• [Aim of the task]
Which lines in the data below contain the word "shadow"? Copy each of them.

[Data for processing Boundary: Start]

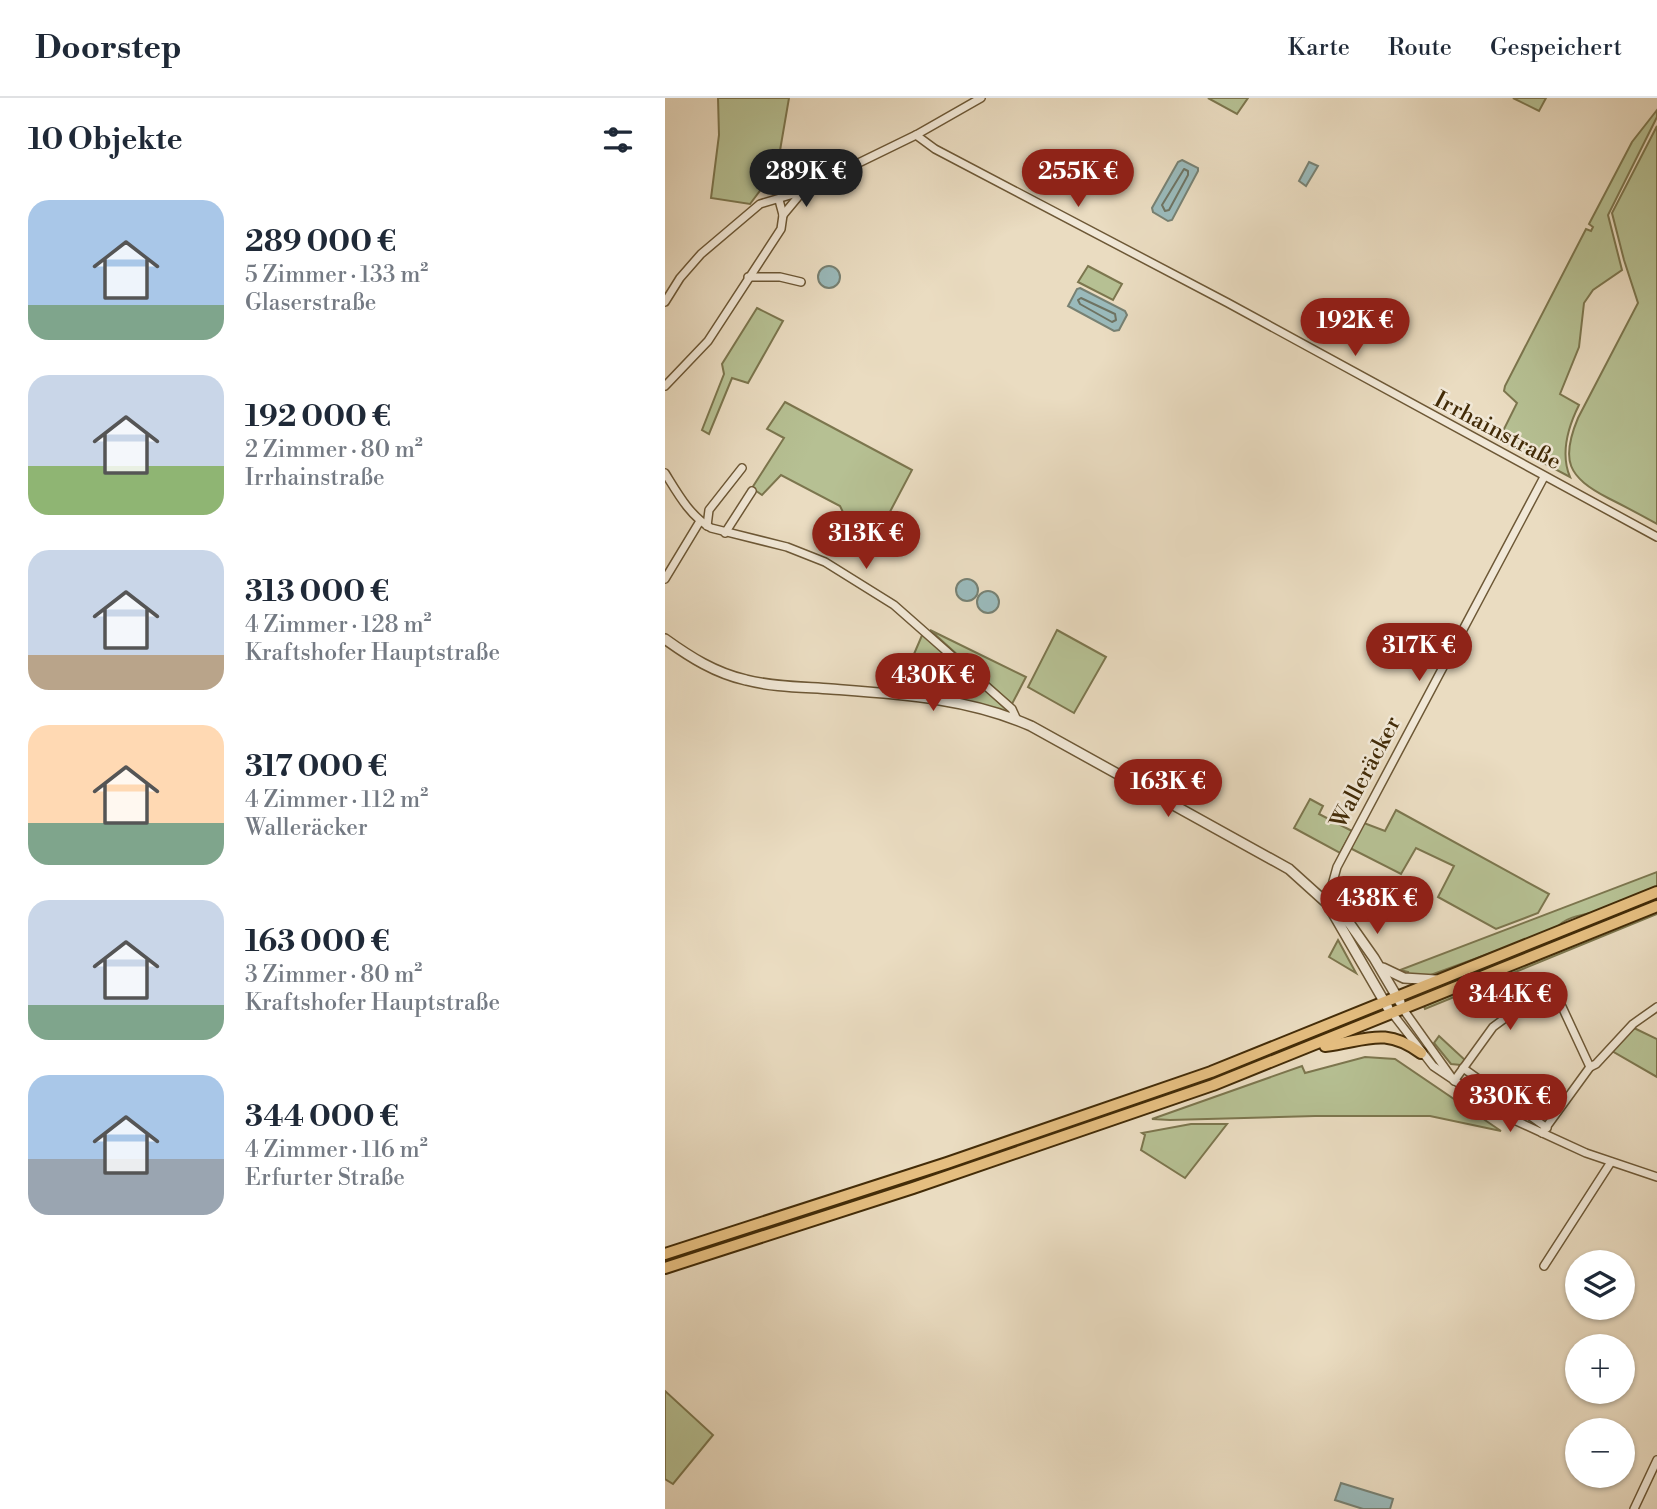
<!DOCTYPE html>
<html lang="de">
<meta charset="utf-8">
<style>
:root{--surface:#fff;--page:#f6f6f7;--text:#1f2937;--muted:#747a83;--line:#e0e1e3;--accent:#8f2418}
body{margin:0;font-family:"Libre Bodoni",serif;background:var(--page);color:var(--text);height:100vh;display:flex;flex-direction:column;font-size:26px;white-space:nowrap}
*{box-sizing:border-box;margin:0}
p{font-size:23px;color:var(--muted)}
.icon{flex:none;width:38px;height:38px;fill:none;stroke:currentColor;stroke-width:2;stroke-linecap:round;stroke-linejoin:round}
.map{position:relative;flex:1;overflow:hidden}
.details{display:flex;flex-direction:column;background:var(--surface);width:665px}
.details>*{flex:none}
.fabs{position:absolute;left:900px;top:1152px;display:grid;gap:14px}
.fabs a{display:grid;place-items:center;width:70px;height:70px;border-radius:50%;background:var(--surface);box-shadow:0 2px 5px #0004;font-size:35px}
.price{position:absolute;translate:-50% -60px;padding:0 16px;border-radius:24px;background:var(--accent);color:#fff;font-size:23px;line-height:46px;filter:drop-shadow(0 2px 4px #0008)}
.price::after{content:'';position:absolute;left:50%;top:42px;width:21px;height:16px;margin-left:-10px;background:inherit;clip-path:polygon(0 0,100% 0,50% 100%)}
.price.active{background:#222;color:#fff}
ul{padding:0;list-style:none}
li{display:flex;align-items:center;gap:21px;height:175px;padding:0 28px}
li span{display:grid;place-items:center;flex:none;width:196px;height:140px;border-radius:21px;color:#555}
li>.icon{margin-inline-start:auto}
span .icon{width:84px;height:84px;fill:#fffc;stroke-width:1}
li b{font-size:30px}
h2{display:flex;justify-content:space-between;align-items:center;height:84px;padding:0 28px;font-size:30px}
header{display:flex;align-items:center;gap:42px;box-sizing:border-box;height:98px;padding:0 35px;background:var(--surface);border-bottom:2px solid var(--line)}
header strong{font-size:33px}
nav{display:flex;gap:38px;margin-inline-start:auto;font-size:24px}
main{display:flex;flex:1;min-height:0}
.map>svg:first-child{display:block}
.green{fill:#b6c093;stroke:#7c764e;stroke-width:2}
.water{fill:#9ababb;stroke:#778173;stroke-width:2}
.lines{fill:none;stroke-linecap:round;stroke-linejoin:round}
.shore{stroke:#6e7362;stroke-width:2}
.minor-casing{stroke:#6d5836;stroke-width:10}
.tertiary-casing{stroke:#6d5836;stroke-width:12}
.primary-casing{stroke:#432c08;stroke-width:14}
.minor{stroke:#f1e8d7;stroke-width:7}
.tertiary{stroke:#f1e8d7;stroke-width:9}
.primary{stroke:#e5be80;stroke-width:10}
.labels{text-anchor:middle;stroke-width:5;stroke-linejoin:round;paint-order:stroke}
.street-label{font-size:23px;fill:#432c08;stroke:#f1e8d7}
</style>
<header>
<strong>Doorstep</strong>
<nav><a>Karte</a><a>Route</a><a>Gespeichert</a></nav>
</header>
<main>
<section class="details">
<h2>10 Objekte<svg class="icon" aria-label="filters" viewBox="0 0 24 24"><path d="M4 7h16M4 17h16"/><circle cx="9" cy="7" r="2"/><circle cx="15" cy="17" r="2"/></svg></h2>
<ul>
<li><span style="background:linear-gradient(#a9c7e8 75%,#7fa58c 0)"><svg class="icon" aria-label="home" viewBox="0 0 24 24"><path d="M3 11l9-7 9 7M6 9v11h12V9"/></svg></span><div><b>289 000 €</b><p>5 Zimmer · 133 m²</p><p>Glaserstraße</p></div></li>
<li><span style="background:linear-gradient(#c9d6e8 65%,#8fb573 0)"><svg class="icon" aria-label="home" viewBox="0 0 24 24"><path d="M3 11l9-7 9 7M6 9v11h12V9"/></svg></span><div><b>192 000 €</b><p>2 Zimmer · 80 m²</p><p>Irrhainstraße</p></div></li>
<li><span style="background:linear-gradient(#c9d6e8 75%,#b9a48a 0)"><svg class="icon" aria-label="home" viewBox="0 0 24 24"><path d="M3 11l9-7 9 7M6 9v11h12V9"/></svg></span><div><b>313 000 €</b><p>4 Zimmer · 128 m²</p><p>Kraftshofer Hauptstraße</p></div></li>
<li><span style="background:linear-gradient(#ffd9b3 70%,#7fa58c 0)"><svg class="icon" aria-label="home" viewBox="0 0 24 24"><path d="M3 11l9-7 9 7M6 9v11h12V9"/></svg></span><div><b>317 000 €</b><p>4 Zimmer · 112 m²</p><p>Walleräcker</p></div></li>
<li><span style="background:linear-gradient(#c9d6e8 75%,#7fa58c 0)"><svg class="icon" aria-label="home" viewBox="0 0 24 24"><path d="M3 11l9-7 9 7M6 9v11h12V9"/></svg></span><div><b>163 000 €</b><p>3 Zimmer · 80 m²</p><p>Kraftshofer Hauptstraße</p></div></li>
<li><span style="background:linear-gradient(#a9c7e8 60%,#9aa5b1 0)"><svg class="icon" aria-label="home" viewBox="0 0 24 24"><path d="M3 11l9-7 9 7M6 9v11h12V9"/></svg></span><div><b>344 000 €</b><p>4 Zimmer · 116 m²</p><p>Erfurter Straße</p></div></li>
</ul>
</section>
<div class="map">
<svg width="992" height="1411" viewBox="0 0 992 1411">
<rect width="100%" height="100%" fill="#eadcc1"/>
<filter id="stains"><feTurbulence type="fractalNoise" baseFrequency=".00286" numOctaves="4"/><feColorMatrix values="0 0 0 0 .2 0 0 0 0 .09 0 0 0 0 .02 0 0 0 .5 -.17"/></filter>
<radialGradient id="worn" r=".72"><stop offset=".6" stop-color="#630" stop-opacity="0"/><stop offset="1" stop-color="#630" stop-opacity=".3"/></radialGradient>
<g class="green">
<path d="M53 0H124L112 70 85 106 46 100 54 37Z"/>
<path d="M543 0H583L572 16Z"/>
<path d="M848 0H881L874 13Z"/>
<path d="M992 12V19L943 117 957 172 928 192 919 205 914 249 895 296 914 307C903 329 895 355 905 379L841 345 838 333 852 305 839 293 840 288 921 131 926 133 928 129 924 126 967 44Z"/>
<path d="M992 28V426C976 417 959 408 943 400 903 379 895 363 913 320L973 205 959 162 947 115Z"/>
<path d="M423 168 457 186 448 202 413 184Z"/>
<path d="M92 210 118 223 83 285 67 280 44 336 37 332 59 276 57 266Z"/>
<path d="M120 304 247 372 209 444 192 434 188 435 175 408 116 377 97 397 87 390 119 340 102 331Z"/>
<path d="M265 532 361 579 347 606Z"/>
<path d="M392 532 441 559 409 615 363 589Z"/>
<path d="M258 535 344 614 342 615 302 603 234 591Z"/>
<path d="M645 701 658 708 654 716 687 733 675 755 629 730Z"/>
<path d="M731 712 884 796 873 815 831 831 773 799 789 768 751 750 736 776 685 750 699 725 720 733Z"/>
<path d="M992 774V790C974 798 955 808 936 813 922 816 899 818 891 831L763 878H742L743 874 735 872Z"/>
<path d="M992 798V805L753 899C833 866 912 831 992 798Z"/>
<path d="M992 812V816L760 911 759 908Z"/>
<path d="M673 842 691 875 664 859Z"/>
<path d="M705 915 707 917 573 975 308 1067 0 1167V1160Z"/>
<path d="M969 930 992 941V979L947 953Z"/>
<path d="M774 938 800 962 796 967 786 966 769 945Z"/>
<path d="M700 959 730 961 836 1033 765 1018H650L505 1022 487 1021 637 968 640 975Z"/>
<path d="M526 1026H562L520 1080 476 1052 480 1037 477 1035Z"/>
<path d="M0 1293 48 1337 8 1386 0 1381Z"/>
</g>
<g class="water">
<path d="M517 62 533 70V73L507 122 503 123 488 114 487 110 513 64Z"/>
<path d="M644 64 653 68 641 88 634 83Z"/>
<circle cx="164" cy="179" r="11"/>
<path d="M415 190 460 213 462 217 454 232 449 233 403 208 412 191Z"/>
<circle cx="302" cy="492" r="11"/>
<circle cx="323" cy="504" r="11"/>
<path d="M676 1385 728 1401 725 1411H698L670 1402Z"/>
</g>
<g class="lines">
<g class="shore">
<path d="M519 71 523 73V77L504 112 500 113 497 107Z"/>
<path d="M416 200 450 216 451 222 447 224 415 206 413 202Z"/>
</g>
<defs>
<g id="minor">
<path d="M251 37 270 51 563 205 992 439"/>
<path d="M118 117 133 99 132 95"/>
<path d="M83 179H115L136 184"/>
<path d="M0 204 15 180 36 156 95 106 132 95 251 37 316 0"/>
<path d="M0 288 43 243 116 131 118 117 114 102"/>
<path d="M0 375C13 396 25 418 46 430L122 449 160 464 229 507 347 611 352 622"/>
<path d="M42 428 44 412 77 370"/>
<path d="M60 435 87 393"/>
<path d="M0 481 35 423"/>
<path d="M662 805 672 769 879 379"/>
<path d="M738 911 787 980"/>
<path d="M727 915 768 968 847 1021 921 1055 992 1079"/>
<path d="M798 970 882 1030"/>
<path d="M789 983 828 929 843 918 892 898 925 969"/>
<path d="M877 1035 925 969 931 966 968 926 992 909"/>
<path d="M879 1168 946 1064"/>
<path d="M969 1411 992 1362"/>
</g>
<g id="tertiary">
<path d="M0 541C25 559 50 575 81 582 108 589 138 589 166 591 234 596 303 600 366 628L624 771 685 826 709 860 735 904"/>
<path d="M665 810 723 910"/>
<path d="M718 870 739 880 771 882"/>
</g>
<g id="primary">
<path d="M660 948C701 943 719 928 756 955"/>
<path d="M0 1156 282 1065 546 974 992 794"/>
<path d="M0 1170 248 1090 548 987 992 808"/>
</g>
</defs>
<use href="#minor" class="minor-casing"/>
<use href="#tertiary" class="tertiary-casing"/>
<use href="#primary" class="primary-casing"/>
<use href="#minor" class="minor"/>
<use href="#tertiary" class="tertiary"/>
<use href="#primary" class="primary"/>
</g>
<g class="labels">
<g class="street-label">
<text transform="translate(833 332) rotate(28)" y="8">Irrhainstraße</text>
<text transform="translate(700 674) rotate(-62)" y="8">Walleräcker</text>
</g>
</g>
<rect width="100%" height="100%" filter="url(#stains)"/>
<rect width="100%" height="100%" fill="url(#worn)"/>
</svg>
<div class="fabs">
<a><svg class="icon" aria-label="layers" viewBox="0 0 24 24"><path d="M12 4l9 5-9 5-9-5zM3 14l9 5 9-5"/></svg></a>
<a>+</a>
<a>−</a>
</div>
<b class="price active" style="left:141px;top:111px">289K €</b>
<b class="price" style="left:413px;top:111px">255K €</b>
<b class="price" style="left:690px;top:260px">192K €</b>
<b class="price" style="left:201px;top:473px">313K €</b>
<b class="price" style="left:754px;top:585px">317K €</b>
<b class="price" style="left:268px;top:615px">430K €</b>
<b class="price" style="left:503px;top:721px">163K €</b>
<b class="price" style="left:712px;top:838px">438K €</b>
<b class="price" style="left:845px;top:934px">344K €</b>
<b class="price" style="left:845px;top:1036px">330K €</b>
</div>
</main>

[Data for processing Boundary: End]

• [Answer space]
.fabs a{display:grid;place-items:center;width:70px;height:70px;border-radius:50%;background:var(--surface);box-shadow:0 2px 5px #0004;font-size:35px}
.price{position:absolute;translate:-50% -60px;padding:0 16px;border-radius:24px;background:var(--accent);color:#fff;font-size:23px;line-height:46px;filter:drop-shadow(0 2px 4px #0008)}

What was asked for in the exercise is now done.